_ASSIGNMENT_
Search the data below for the string "paint" and copy all lines where it shows up.

_STORED DATA_
--------
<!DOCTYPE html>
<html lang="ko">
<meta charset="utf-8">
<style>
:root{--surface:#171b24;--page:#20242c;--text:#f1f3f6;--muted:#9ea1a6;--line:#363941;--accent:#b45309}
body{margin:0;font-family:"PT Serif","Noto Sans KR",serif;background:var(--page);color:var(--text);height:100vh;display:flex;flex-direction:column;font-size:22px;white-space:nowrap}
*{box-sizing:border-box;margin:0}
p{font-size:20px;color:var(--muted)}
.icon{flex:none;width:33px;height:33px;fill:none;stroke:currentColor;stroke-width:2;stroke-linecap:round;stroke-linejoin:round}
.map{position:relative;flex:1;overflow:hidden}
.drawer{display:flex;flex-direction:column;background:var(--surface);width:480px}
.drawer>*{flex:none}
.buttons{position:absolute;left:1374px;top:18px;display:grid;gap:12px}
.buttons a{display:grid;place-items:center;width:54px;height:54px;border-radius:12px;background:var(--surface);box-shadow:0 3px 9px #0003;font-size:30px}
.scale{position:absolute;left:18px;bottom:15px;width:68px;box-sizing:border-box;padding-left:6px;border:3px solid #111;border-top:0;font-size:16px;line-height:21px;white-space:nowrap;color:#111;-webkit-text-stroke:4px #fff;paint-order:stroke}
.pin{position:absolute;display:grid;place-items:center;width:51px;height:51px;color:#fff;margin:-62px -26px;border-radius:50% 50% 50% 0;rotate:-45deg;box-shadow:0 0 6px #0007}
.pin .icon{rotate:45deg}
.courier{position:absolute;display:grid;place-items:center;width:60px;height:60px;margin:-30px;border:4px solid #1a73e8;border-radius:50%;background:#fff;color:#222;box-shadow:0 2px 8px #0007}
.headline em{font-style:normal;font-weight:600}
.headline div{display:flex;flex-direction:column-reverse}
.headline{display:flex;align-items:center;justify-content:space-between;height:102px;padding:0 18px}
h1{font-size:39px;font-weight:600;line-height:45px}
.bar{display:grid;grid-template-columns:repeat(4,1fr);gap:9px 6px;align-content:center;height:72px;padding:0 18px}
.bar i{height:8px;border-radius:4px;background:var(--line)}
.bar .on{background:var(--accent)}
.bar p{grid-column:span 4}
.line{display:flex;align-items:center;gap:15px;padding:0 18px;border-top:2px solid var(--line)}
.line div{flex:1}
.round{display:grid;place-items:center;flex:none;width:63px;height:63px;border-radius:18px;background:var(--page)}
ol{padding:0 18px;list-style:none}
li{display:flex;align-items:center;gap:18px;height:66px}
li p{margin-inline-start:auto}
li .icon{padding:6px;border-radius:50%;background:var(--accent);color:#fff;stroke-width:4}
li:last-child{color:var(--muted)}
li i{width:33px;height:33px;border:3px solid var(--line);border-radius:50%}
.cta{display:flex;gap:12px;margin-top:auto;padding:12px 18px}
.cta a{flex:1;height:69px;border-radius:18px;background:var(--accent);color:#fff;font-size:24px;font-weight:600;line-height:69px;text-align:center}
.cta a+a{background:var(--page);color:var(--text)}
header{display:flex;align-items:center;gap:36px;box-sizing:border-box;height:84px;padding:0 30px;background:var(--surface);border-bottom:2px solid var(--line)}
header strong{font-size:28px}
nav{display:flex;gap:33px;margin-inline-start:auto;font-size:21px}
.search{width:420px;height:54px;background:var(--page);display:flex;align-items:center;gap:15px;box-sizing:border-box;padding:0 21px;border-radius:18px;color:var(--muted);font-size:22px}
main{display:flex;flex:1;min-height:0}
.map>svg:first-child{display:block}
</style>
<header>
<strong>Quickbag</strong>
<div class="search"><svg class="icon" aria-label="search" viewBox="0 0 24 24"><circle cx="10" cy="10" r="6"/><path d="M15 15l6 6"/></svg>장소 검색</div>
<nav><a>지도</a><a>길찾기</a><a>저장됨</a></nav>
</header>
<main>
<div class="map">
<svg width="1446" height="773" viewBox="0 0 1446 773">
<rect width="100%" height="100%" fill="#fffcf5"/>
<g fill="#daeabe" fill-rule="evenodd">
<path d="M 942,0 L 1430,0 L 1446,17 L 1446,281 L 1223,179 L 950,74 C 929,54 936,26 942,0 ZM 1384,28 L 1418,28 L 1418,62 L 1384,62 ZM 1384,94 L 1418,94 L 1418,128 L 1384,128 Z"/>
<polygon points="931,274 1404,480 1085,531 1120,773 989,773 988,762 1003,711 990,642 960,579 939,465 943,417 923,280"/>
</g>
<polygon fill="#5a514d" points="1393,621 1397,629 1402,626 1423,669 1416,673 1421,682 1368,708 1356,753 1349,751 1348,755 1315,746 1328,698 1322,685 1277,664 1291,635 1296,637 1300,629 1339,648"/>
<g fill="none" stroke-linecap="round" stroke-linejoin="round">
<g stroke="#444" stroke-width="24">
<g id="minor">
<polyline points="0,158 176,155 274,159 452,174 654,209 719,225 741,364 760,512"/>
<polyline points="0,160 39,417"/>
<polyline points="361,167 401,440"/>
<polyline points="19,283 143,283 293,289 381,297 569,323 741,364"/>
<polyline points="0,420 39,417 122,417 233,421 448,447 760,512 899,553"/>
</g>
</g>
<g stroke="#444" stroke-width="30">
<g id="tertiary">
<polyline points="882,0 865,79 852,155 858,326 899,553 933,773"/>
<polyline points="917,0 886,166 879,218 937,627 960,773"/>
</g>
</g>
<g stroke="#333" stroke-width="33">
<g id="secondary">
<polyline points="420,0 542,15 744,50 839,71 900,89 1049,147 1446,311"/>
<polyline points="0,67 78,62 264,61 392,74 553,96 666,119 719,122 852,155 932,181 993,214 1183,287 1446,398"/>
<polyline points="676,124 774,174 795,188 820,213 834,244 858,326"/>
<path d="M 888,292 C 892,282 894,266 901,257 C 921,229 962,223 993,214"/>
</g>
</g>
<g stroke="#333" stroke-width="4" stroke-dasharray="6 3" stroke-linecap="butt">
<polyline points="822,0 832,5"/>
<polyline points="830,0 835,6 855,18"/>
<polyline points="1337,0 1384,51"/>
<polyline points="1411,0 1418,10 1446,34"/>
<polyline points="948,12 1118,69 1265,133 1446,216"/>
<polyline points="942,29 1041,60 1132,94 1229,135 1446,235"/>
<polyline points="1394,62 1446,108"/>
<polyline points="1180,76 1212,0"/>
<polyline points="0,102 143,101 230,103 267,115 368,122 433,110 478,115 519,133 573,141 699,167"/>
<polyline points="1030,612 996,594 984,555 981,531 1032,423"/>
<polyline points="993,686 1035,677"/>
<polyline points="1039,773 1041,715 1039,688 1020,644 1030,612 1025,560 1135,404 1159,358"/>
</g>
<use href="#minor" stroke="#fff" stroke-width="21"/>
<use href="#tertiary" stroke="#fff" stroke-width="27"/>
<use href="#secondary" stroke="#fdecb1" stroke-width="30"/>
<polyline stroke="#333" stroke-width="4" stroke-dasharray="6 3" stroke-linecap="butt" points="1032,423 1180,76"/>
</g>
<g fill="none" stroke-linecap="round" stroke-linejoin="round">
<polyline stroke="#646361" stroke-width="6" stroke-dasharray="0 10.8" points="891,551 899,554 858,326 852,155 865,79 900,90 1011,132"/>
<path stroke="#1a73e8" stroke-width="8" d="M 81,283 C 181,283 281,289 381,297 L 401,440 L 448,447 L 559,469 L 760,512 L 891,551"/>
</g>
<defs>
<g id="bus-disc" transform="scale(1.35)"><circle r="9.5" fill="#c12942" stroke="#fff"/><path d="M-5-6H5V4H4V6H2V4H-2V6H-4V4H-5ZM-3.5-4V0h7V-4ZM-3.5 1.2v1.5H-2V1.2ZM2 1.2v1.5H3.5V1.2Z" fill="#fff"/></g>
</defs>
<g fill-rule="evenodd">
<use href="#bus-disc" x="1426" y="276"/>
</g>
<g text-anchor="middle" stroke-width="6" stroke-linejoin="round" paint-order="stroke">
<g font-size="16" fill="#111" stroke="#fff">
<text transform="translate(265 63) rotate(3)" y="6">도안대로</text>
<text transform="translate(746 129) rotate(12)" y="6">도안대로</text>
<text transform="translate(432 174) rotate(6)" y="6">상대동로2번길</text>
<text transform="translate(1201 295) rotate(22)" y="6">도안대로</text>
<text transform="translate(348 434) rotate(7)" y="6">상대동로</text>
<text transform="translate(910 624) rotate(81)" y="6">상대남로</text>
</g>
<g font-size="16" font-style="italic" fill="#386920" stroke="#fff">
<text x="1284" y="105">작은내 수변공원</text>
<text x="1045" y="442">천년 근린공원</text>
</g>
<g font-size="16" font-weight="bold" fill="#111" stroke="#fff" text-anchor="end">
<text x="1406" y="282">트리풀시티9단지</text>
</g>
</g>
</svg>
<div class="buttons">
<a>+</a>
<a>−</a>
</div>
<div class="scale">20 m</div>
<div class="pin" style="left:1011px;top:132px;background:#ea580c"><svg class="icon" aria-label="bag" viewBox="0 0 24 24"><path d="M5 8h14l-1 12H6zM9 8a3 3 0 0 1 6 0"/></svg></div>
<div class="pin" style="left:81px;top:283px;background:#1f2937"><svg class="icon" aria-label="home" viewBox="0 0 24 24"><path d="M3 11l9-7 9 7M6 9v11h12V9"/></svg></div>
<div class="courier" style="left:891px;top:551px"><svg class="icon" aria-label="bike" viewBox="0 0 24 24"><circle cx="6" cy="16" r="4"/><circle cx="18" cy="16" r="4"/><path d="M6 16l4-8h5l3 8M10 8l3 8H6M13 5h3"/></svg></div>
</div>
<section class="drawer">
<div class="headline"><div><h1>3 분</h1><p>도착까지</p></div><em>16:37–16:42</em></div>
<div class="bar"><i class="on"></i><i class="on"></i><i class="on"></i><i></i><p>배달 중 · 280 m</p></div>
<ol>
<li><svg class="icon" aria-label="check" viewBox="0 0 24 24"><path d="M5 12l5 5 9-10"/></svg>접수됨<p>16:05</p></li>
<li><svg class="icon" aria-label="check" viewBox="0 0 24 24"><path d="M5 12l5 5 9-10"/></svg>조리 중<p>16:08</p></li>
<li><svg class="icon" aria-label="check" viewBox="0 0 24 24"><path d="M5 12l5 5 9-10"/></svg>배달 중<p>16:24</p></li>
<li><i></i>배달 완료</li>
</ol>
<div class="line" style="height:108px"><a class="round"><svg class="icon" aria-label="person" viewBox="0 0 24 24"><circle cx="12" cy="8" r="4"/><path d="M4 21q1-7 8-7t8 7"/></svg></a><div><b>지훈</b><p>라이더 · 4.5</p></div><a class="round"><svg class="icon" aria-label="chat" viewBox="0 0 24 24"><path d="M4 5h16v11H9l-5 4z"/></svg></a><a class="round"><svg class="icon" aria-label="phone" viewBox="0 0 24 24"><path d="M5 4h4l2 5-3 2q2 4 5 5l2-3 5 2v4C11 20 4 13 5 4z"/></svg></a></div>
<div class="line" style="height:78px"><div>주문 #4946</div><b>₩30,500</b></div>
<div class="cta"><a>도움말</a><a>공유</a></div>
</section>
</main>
--------
_RESULT BELOW_
.scale{position:absolute;left:18px;bottom:15px;width:68px;box-sizing:border-box;padding-left:6px;border:3px solid #111;border-top:0;font-size:16px;line-height:21px;white-space:nowrap;color:#111;-webkit-text-stroke:4px #fff;paint-order:stroke}
<g text-anchor="middle" stroke-width="6" stroke-linejoin="round" paint-order="stroke">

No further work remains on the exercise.